男子200m平泳ぎでは、3組目で松本恭太郎が出場した。立ち上がりから積極的なレースを展開した松本は、前半100mを1’00″57でターンすると、150mではなお先頭をキープ。ラスト 50m はやや苦しみながらも粘りきり、2’06″60 でフィニッシュ。同組の早大・松田、明大・川島を抑えて1着に輝き、大会全体1位の結果を残した。続く100m平泳ぎでは、序盤 50mを27″57 の好タイムで折り返し、1番手で明大・小嶋と熾烈(しれつ)な先頭争いを繰り広げた。最終盤まで首位争いを演じたが、後半の伸びを欠き、58″74で3着に。わずか0″45差で優勝を逃したものの、粘り強いレース展開が光った。これらの活躍が評価され、松本は今大会の男子優秀選手賞に選出された。コンディションが万全でない中でも、全体主将としての存在感を改めて示した松本に、今後のさらなる飛躍が期待される。

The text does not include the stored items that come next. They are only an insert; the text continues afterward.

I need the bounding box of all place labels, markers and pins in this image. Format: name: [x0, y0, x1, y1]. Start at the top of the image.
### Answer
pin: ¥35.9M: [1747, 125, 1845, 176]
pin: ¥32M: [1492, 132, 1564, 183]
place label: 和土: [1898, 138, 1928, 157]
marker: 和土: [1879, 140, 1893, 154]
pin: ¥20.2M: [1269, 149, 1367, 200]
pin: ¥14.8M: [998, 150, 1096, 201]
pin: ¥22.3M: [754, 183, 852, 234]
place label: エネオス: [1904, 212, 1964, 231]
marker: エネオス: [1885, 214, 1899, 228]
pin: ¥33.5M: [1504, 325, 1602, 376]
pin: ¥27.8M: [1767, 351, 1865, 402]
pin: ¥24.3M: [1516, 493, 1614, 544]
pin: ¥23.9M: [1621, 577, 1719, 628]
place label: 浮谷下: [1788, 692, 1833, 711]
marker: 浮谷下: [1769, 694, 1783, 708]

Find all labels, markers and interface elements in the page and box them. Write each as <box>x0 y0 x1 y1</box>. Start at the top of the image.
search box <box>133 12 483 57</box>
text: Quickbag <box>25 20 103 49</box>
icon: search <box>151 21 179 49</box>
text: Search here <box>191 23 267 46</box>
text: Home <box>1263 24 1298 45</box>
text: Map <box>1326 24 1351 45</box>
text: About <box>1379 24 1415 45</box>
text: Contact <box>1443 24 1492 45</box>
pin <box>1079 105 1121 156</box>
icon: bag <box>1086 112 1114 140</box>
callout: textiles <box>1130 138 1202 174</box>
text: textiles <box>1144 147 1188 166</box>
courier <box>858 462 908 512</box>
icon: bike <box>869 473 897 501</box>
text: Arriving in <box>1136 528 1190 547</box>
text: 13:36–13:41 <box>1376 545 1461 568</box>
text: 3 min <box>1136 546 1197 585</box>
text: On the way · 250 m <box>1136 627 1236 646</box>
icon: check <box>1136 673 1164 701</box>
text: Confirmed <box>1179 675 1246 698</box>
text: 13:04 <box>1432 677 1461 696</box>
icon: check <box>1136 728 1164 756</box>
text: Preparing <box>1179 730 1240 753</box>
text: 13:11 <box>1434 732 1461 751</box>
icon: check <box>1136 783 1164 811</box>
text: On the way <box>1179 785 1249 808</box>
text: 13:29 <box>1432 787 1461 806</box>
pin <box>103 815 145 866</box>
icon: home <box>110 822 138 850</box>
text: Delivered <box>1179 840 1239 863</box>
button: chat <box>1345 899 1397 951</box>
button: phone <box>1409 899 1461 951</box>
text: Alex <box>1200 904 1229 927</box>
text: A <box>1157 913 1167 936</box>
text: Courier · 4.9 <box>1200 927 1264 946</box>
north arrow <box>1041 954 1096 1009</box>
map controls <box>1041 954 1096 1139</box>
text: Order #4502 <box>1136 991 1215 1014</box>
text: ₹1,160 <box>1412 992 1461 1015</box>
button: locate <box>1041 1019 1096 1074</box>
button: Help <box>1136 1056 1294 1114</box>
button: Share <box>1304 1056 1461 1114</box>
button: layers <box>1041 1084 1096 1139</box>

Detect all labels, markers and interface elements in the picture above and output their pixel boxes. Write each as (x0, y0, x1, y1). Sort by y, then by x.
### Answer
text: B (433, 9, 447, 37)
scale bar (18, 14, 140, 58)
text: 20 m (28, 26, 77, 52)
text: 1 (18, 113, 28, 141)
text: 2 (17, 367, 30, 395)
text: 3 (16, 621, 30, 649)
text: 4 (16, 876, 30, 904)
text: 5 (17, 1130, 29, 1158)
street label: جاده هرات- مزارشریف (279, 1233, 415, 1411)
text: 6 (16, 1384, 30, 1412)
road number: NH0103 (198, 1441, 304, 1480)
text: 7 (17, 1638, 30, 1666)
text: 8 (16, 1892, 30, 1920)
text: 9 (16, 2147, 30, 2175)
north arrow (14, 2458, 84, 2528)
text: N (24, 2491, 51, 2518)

女子200mバタフライには、小野七晴が出場した。小野は最初の50mを29″48でトップ通過。序盤から積極的に攻め、100mでは2番手でターンするなど、好位置をキープした。後半にかけてはややペースを落としながらも粘りを見せ、自己ベストを大きく更新する2’14″84 でフィニッシュ。3着に食い込んだ。東大の女子競泳陣をけん引する女子主将として、これからの活躍にも目が離せない。 男子100m自由形には新入生の江見大輝が出場した。 江見は1組目でスタートし、前半50mを26″51でターン。 落ち着いた泳ぎで後半も粘り、最後まで順位を守り切って55″77 でフィニッシュし、関東学生選手権の参加標準記録(56″66)を見事突破した。堂々たる結果を残し、新入生ながらも存在感を示した江見の今後の成長が楽しみだ。
相次ぐ自己ベスト更新と上位入賞でチームに貢献したのは持田隼人(法・4年)である。最初に男子 400m自由形に出場し4’25″90 を記録して自己ベストを更新すると、男子200m平泳ぎでは1組目で出場。圧巻の泳ぎを見せ、この組で1位の成績となる2’12″46 でフィニッシュした。この結果がチームに貴重な得点をもたらし、その後のレースへの弾みとなった。続く100m 平泳ぎでは1’00″33 の好記録を出し、全体順位は6位で入賞。さらに50m平泳ぎでも自己ベストを大幅に更新する28″48で入賞。この3種目で積み上げた貴重な得点は立大との接戦を制し、東大の最終順位を5位に押し上げる大きな原動力になった。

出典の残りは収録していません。